Forum Moderators: phranque

Message Too Old, No Replies

Proposed New Apache Result Code 666

Spider Go To Hell :)

         

incrediBILL

9:17 pm on Apr 2, 2012 (gmt 0)

WebmasterWorld Senior Member 10+ Year Member Top Contributors Of The Month



Since there is nothing official in the Apache codes to tell spiders they are completely unwelcome and should NEVER return, I propose a new result code '666' to tell unwanted crawlers to simply 'Go To Hell' and never come back :)

I'm only half joking here with the 666 number as many sure don't seem to understand that 403 forbidden on the root of the domain means they are forbidden from the entire domain.

Some also don't seem to get that being blocked in robots.txt also means keep out.

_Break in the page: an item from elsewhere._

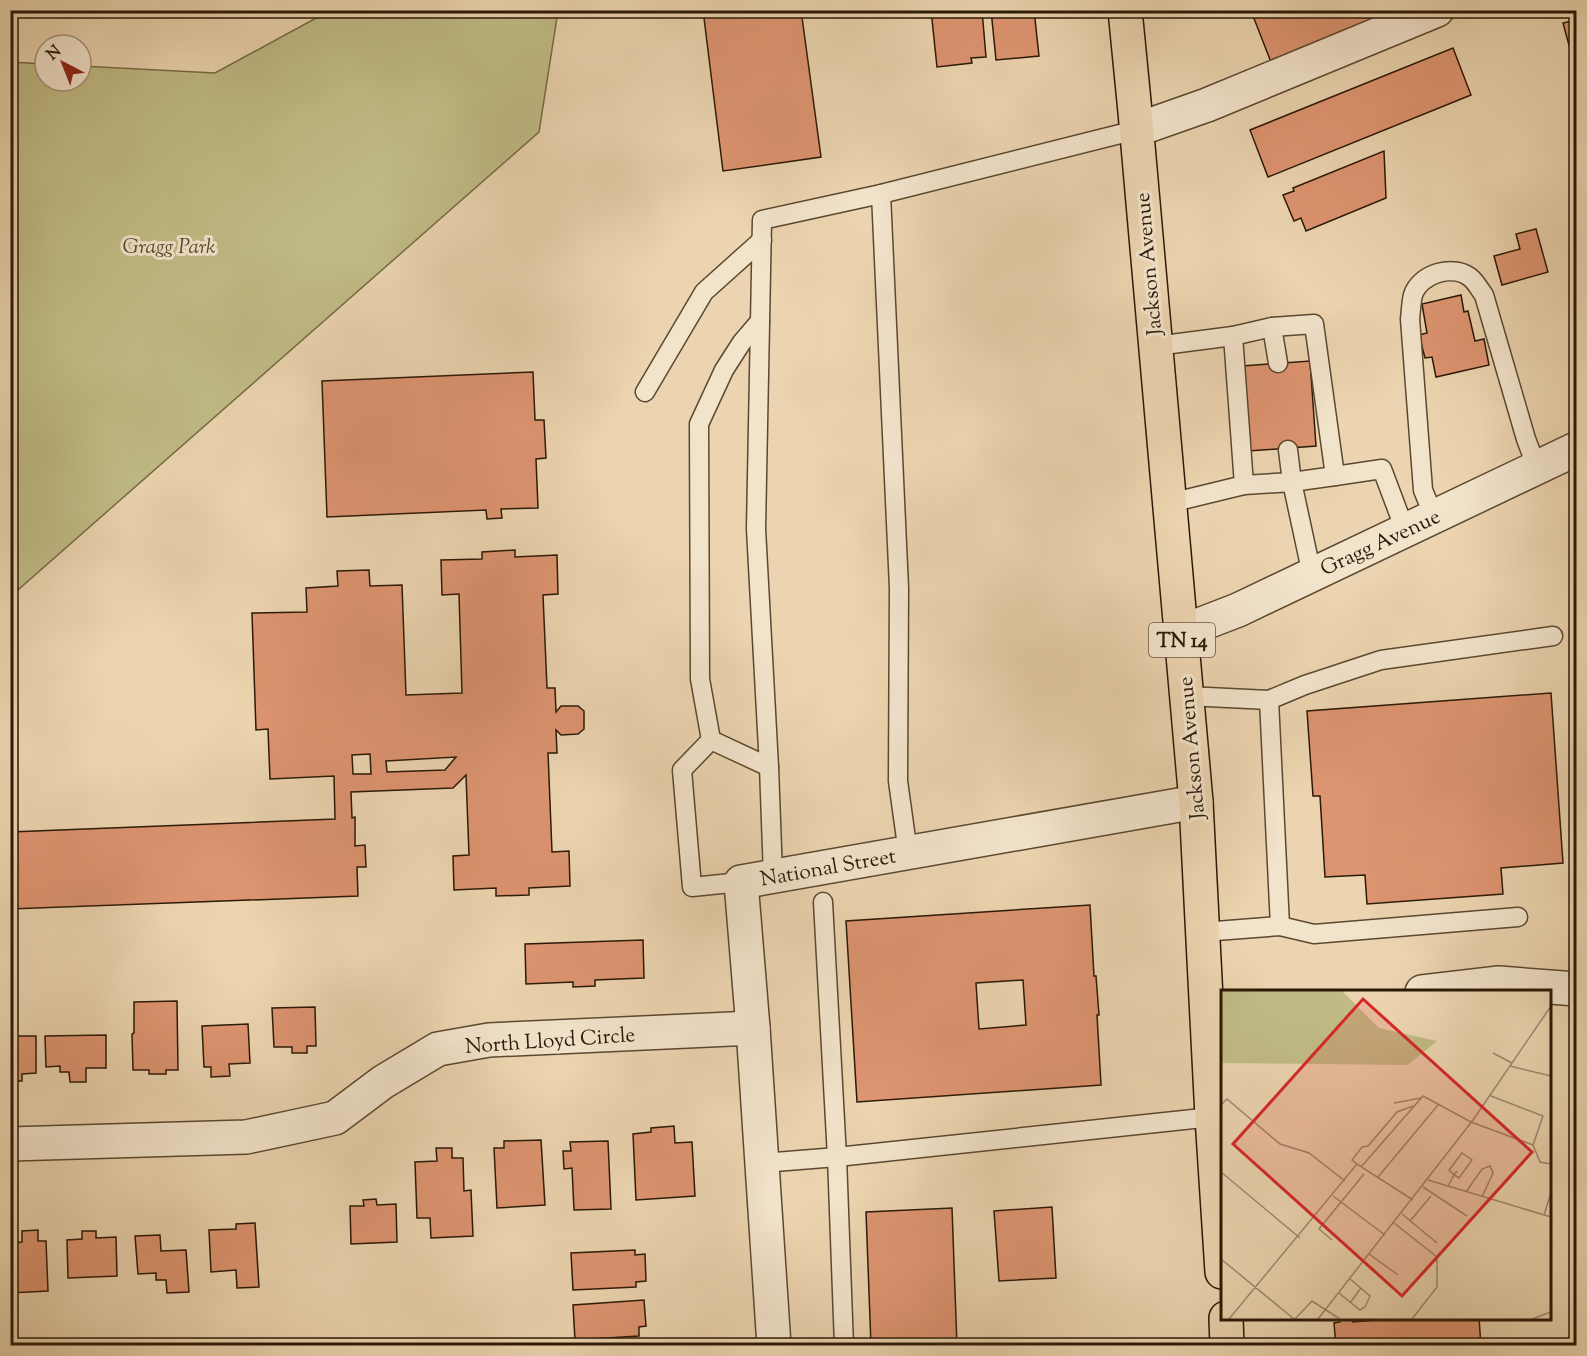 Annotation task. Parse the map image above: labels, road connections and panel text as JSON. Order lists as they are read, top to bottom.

In particular, I'm getting a small attack from what appears to falsely claim to be "ia_archiver" from China [webmasterworld.com] lately and it's being blocked both in robots.txt and gets a 403 forbidden from the entire domain yet it keeps cranking up the number of requests per day. Not like it's a real DDoS or anything, but the volume and number of new IPs it's coming from daily is quite distressing as it appears it could become a real problem. Obviously I could just drop China in the firewall on the server, which I've done on other servers, but I'm trying to avoid that on this particular box.

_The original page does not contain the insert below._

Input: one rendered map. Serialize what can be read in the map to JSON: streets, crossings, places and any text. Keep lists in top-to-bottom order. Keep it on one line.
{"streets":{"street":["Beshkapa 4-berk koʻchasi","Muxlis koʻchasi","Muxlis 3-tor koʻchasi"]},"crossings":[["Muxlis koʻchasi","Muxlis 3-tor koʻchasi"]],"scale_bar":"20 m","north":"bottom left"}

Anyway, I'm thinking we need to propose a new code that literally states in no uncertain terms "GO AWAY, STAY AWAY, AND NEVER RETURN". Wondering if any of them honor "retry-after" as I could give them a nice retry number like "31536000" which would be about a year.

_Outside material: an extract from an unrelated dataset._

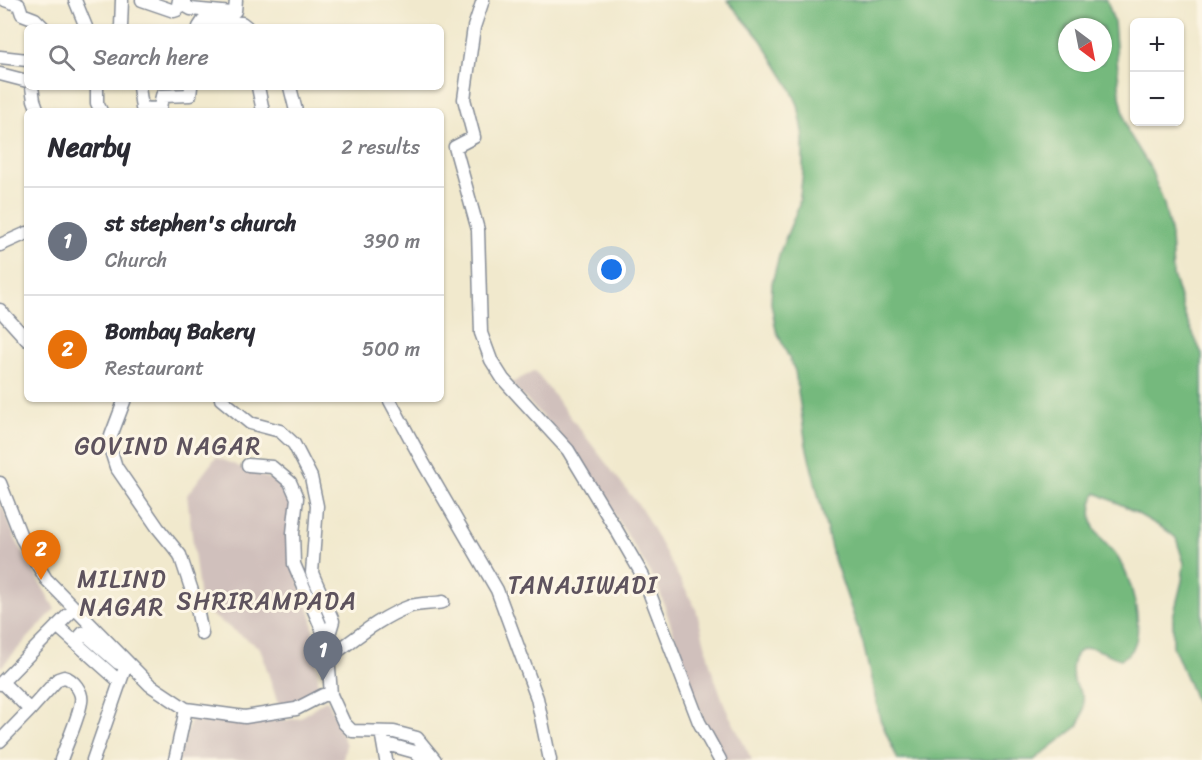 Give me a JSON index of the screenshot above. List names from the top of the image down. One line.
{"districts":["GOVIND NAGAR","MILIND NAGAR","TANAJIWADI","SHRIRAMPADA"],"north":"bottom right","page":{"map_buttons":["+","−"],"search":"Search here","heading":["Nearby","2 results"],"list":[{"mark":"1","name":"st stephen's church","note":"Church","value":"390 m"},{"mark":"2","name":"Bombay Bakery","note":"Restaurant","value":"500 m"}],"pins":["2","1"]}} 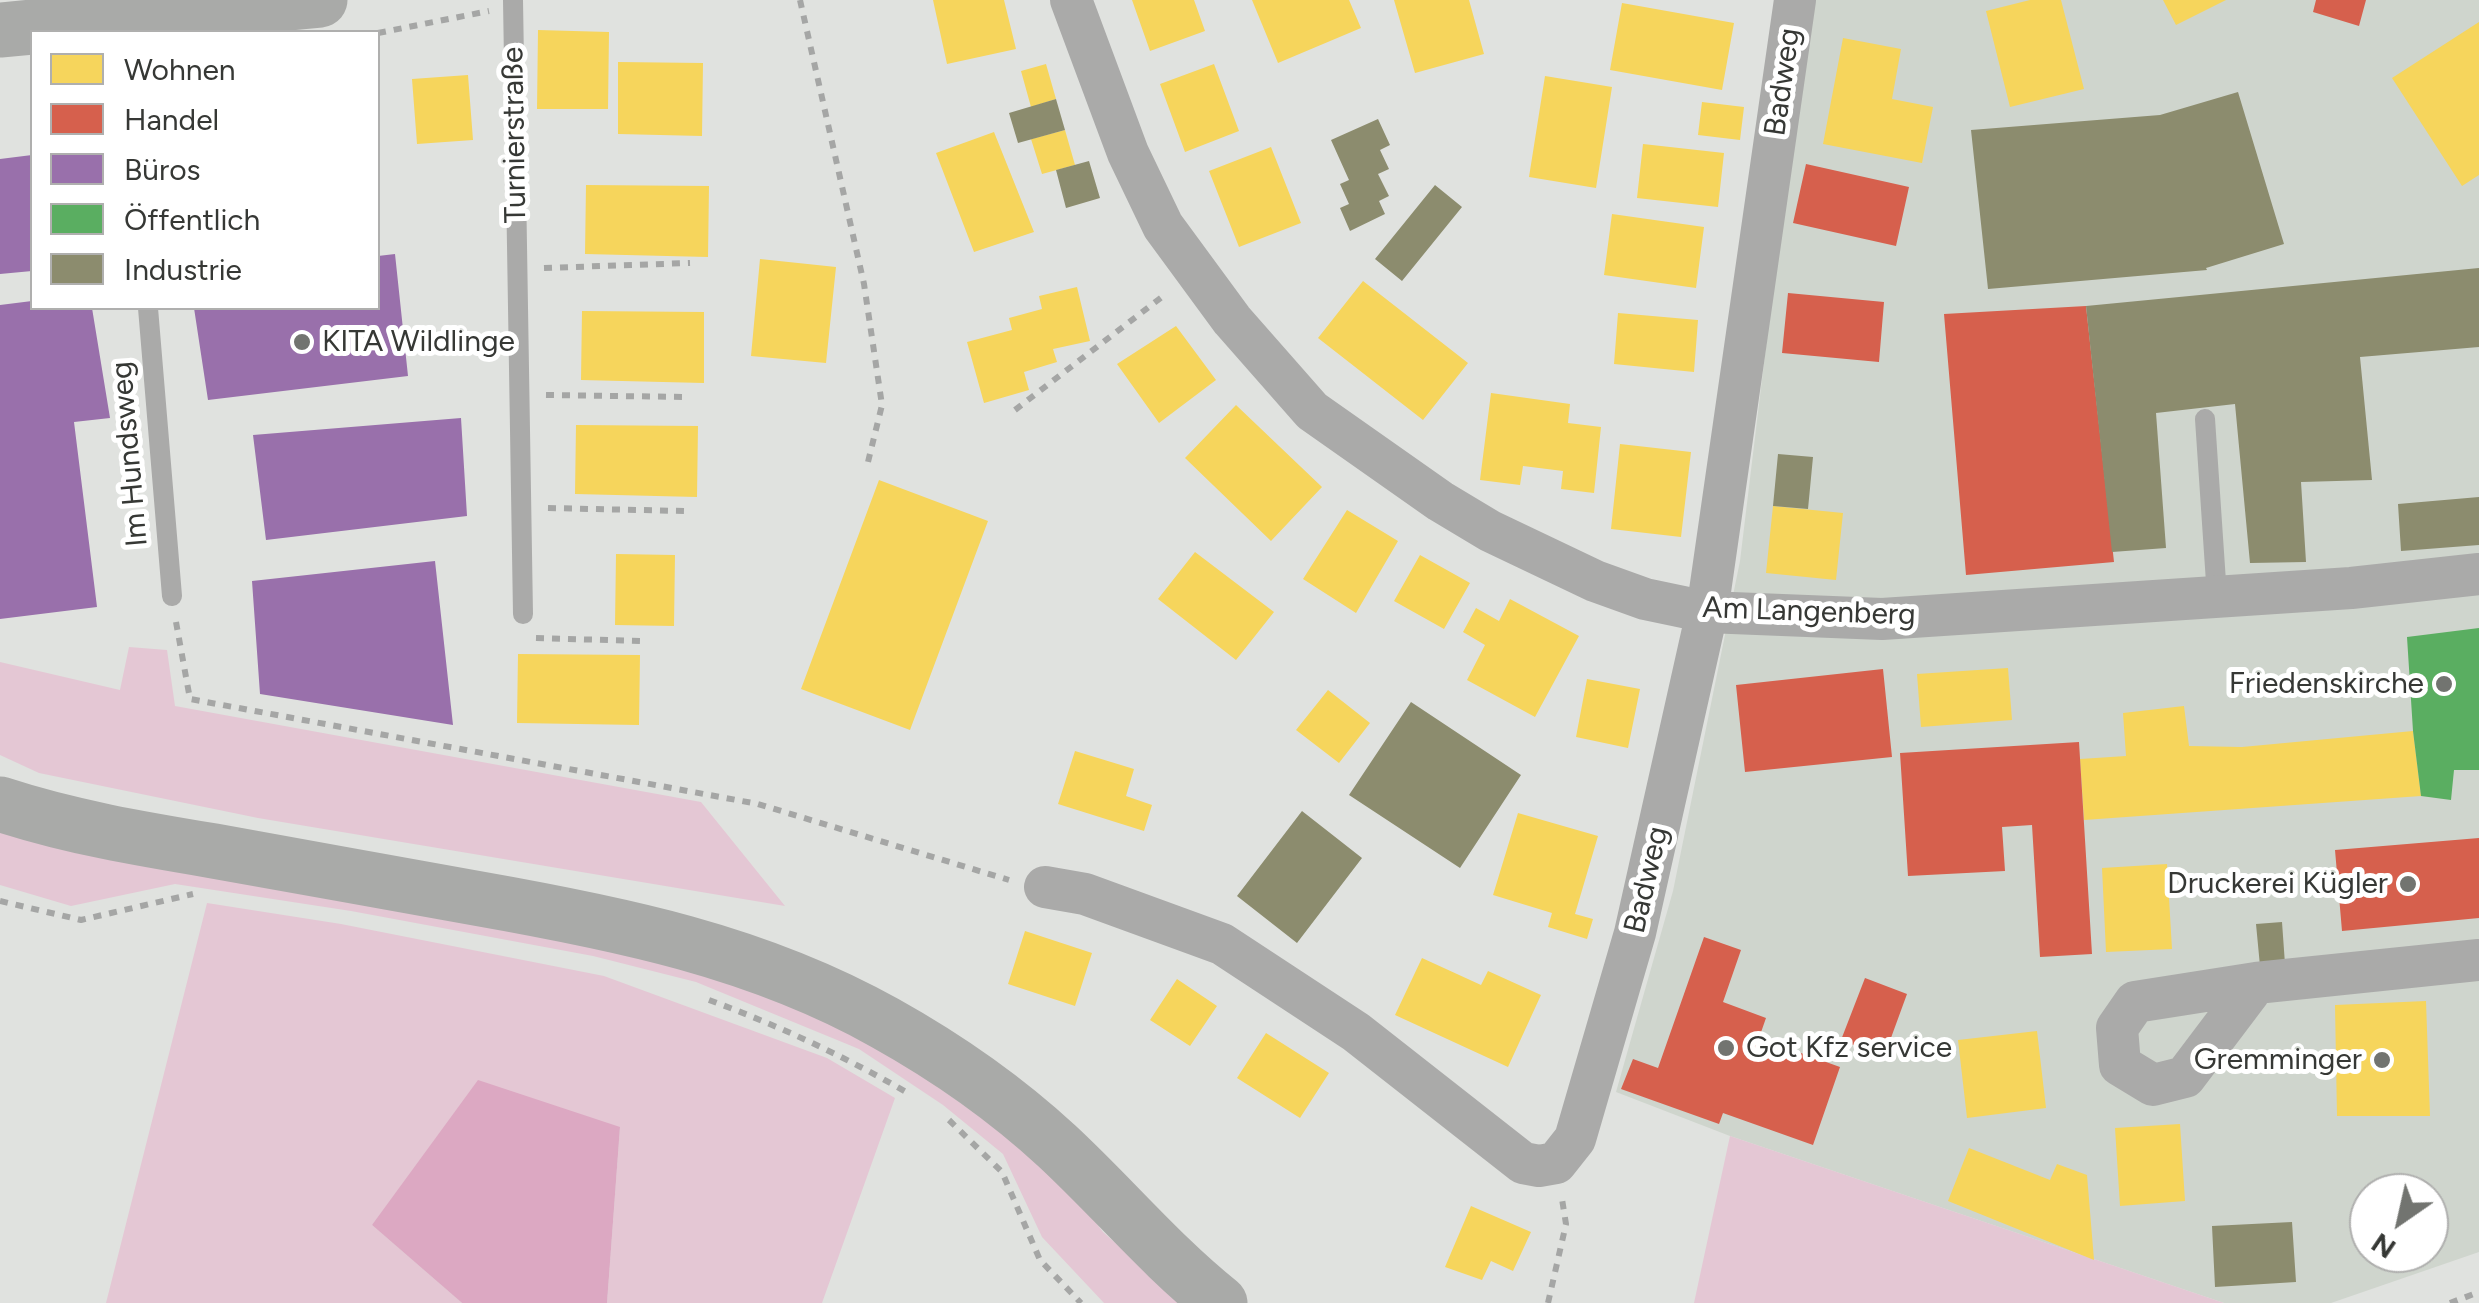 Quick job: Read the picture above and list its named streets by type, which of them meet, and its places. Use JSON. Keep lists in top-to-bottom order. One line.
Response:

In the "amusing myself" further category, I'm also considering trying a "402 Payment Required" with instructions and a link to PayPal and see if anyone ever pays to gain access bad enough to pay for it. Maybe offer access at the rate of $0.01 per page for a $1 access payment, or 3 pages per $0.01 for a $10 payment, etc. IMO this is a far better solution than a 403 or my proposed 666 even. If they want it, pay to get it, or go away :)

Leosghost

9:26 pm on Apr 2, 2012 (gmt 0)

WebmasterWorld Senior Member 10+ Year Member Top Contributors Of The Month



That would tell them that they should be "slouching their way towards Bethlehem"..by inference :)

lucy24

10:22 pm on Apr 2, 2012 (gmt 0)

WebmasterWorld Senior Member 10+ Year Member Top Contributors Of The Month



I want a code that says "This page has moved. Get it? Here's its new URL. Notice how the title, the filename, the content, and all subsidiary material are the same. It has MOVED. I'm not just pointing you to some random page to avoid a 404. IT'S THE SAME PAGE. If you just saw it in Cleveland, your brother will not see it half an hour from now in El Paso."

incrediBILL

6:14 am on Apr 4, 2012 (gmt 0)

WebmasterWorld Senior Member 10+ Year Member Top Contributors Of The Month



Seriously, there needs to be a code that says NEVER COME BACK.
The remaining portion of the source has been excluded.